- EXERCISE OBJECTIVE
Report, from the records below, every line where the word "border" appears.

Collected data entries:
* * *

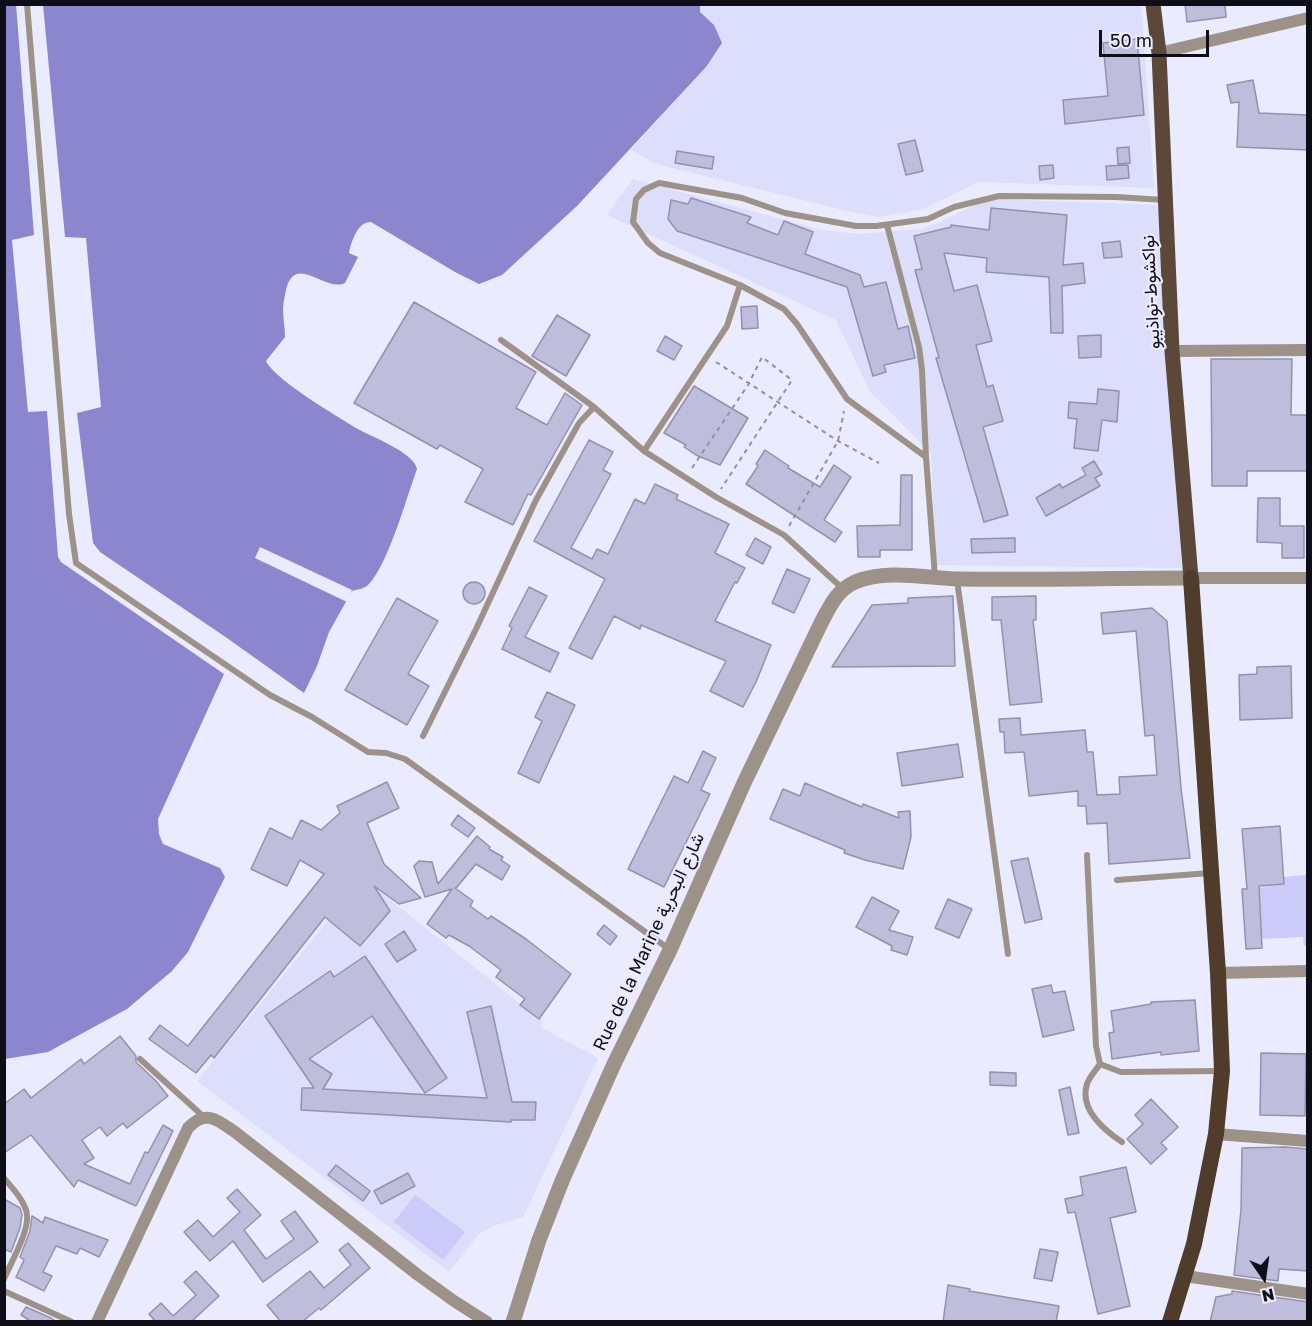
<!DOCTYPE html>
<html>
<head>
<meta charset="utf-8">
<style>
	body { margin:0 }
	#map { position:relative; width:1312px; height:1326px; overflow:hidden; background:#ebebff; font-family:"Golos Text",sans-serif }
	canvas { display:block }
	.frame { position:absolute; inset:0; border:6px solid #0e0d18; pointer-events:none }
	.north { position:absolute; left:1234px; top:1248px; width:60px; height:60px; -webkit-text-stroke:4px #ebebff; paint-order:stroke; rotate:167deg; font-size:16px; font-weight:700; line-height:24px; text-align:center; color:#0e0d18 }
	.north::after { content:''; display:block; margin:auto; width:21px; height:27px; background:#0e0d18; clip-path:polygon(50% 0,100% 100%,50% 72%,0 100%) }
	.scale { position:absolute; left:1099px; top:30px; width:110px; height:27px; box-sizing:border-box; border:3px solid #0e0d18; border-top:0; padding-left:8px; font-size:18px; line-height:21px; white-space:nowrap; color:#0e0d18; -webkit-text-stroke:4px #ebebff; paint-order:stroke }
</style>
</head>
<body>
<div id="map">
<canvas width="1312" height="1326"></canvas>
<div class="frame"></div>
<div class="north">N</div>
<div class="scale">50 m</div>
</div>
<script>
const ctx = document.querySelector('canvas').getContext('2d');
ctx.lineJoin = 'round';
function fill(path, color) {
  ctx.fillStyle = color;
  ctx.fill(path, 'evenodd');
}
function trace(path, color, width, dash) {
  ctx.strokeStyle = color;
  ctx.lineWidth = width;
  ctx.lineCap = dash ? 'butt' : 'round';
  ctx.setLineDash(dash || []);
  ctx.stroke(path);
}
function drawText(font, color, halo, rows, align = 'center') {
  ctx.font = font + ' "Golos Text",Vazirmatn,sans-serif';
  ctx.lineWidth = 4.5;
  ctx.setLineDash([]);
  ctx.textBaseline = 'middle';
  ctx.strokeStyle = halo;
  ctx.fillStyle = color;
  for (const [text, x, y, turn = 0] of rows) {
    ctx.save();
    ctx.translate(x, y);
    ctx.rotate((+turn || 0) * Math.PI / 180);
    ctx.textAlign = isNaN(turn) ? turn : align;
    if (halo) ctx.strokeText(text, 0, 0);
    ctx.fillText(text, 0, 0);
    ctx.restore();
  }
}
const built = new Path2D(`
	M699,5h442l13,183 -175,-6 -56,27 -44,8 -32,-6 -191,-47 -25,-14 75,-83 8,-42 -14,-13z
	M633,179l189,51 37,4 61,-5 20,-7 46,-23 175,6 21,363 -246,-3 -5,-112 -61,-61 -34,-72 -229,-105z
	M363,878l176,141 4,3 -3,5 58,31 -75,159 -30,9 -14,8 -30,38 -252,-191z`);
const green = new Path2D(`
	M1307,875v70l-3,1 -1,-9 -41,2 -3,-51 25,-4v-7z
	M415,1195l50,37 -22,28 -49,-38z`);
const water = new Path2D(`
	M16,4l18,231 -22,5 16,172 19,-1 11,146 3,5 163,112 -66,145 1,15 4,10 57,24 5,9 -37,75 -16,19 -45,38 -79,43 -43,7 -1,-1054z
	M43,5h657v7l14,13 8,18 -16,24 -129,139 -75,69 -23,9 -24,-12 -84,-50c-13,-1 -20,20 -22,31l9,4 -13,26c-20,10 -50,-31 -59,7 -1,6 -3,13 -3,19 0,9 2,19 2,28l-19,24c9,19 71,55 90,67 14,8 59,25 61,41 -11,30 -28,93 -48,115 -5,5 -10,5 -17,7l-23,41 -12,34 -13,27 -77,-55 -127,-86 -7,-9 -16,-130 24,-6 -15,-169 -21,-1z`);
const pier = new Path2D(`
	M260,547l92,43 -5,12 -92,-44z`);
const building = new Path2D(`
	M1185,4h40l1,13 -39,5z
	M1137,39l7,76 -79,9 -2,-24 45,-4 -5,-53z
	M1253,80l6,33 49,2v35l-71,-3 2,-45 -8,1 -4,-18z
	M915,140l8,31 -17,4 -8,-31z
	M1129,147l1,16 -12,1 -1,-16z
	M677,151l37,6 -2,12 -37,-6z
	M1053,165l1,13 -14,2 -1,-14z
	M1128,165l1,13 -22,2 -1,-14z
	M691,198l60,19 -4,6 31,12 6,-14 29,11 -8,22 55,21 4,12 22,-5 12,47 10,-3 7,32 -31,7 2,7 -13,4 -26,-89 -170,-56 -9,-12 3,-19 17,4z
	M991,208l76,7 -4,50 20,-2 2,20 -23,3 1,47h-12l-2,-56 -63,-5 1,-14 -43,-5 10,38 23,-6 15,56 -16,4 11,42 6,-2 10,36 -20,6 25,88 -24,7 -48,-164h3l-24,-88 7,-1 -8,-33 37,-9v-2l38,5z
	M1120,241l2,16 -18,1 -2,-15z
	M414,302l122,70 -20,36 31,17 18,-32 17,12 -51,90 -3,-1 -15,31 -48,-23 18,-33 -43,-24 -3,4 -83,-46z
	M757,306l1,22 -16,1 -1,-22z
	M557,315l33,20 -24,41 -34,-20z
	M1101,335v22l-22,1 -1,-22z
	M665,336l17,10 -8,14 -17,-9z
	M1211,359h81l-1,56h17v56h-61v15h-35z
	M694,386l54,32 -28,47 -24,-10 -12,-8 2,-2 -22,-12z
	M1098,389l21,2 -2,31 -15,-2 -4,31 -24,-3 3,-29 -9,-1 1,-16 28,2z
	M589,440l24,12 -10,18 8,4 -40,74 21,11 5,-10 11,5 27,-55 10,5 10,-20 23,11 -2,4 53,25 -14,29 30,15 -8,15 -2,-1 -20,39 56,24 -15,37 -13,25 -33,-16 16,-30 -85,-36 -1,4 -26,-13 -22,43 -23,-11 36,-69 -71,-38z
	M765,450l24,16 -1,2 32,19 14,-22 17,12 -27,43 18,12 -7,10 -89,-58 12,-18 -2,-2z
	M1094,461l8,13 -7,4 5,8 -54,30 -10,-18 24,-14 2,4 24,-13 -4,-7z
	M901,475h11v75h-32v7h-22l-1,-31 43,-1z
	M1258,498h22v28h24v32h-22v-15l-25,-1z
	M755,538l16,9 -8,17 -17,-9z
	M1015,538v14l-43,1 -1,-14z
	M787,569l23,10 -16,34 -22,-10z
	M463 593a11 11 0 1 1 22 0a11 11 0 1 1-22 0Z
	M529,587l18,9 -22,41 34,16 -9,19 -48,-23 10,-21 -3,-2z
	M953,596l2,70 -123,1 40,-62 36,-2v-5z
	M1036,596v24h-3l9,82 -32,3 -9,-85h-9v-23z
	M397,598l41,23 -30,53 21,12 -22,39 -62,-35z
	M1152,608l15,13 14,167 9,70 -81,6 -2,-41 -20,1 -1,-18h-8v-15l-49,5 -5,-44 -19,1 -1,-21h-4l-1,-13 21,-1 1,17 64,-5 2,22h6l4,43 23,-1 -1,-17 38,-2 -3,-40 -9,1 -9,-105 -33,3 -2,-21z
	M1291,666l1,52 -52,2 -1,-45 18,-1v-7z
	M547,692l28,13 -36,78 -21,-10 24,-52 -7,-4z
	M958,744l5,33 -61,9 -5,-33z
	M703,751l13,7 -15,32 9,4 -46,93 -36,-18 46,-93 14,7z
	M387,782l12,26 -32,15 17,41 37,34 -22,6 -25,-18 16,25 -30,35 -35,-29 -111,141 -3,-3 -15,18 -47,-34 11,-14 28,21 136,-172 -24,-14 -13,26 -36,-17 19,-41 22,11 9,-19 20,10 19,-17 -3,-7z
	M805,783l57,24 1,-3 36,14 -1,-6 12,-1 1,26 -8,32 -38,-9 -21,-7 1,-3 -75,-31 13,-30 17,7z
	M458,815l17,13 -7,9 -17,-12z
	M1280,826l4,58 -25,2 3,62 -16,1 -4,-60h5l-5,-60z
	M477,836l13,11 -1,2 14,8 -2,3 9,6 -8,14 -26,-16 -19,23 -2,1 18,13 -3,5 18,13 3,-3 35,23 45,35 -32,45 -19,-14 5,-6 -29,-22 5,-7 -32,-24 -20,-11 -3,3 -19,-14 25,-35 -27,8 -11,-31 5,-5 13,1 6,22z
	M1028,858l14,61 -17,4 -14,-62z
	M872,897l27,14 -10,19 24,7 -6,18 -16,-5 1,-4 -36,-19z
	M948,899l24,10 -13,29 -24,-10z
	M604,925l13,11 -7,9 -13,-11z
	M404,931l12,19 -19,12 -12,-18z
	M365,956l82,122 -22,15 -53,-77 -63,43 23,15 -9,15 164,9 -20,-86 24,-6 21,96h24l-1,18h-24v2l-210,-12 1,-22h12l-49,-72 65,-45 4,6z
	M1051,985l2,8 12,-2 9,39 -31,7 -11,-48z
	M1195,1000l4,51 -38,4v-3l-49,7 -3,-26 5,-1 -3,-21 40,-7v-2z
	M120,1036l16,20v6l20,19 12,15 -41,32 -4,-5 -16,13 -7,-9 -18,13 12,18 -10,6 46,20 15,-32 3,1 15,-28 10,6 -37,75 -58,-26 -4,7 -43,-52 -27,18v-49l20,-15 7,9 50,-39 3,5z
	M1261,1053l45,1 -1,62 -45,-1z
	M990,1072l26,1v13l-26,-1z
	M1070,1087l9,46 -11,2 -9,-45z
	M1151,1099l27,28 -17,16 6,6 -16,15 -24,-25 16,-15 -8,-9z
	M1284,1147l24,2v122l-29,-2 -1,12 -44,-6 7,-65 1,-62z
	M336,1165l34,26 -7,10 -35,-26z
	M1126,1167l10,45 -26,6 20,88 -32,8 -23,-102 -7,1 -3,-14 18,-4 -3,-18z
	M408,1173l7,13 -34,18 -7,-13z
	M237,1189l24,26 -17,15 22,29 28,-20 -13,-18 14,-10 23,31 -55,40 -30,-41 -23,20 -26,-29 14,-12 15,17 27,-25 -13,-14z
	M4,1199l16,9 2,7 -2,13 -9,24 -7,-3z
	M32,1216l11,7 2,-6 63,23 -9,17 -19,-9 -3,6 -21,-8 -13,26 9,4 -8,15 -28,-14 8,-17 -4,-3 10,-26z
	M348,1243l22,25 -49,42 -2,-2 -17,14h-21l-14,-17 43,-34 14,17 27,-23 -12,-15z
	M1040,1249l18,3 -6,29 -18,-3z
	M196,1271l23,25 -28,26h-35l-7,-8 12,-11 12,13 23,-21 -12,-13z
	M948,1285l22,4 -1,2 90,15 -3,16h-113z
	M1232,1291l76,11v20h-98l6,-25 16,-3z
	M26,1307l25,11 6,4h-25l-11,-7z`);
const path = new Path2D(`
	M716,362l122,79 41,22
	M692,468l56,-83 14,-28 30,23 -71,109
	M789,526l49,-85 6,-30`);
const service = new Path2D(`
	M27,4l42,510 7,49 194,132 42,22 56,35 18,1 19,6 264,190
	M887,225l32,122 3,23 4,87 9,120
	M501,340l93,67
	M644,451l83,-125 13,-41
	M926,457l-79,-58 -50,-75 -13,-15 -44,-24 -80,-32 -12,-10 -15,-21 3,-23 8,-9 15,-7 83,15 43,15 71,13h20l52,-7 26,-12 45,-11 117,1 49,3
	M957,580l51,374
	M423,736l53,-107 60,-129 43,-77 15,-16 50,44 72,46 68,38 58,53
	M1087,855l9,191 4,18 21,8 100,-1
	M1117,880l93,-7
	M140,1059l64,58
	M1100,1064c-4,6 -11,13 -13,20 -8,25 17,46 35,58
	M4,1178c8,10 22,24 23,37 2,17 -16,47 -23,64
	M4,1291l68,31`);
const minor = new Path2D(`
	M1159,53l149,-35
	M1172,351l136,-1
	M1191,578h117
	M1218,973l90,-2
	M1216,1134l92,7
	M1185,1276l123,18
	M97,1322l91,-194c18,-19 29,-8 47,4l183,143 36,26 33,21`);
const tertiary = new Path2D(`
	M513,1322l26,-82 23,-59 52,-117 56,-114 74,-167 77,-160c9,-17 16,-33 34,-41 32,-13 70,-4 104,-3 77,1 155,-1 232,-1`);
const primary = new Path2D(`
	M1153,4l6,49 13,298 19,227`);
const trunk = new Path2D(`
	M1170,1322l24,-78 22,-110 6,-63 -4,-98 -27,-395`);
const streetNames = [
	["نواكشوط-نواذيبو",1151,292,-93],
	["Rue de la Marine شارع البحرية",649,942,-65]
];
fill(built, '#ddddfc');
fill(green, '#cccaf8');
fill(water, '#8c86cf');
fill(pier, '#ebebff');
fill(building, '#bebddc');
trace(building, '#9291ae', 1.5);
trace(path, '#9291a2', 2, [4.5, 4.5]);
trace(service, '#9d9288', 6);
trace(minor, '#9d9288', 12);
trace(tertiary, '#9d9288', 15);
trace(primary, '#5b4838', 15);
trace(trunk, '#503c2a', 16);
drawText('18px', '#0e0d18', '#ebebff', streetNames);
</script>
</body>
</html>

* * *

- COMPLETED TASK
	.frame { position:absolute; inset:0; border:6px solid #0e0d18; pointer-events:none }
	.scale { position:absolute; left:1099px; top:30px; width:110px; height:27px; box-sizing:border-box; border:3px solid #0e0d18; border-top:0; padding-left:8px; font-size:18px; line-height:21px; white-space:nowrap; color:#0e0d18; -webkit-text-stroke:4px #ebebff; paint-order:stroke }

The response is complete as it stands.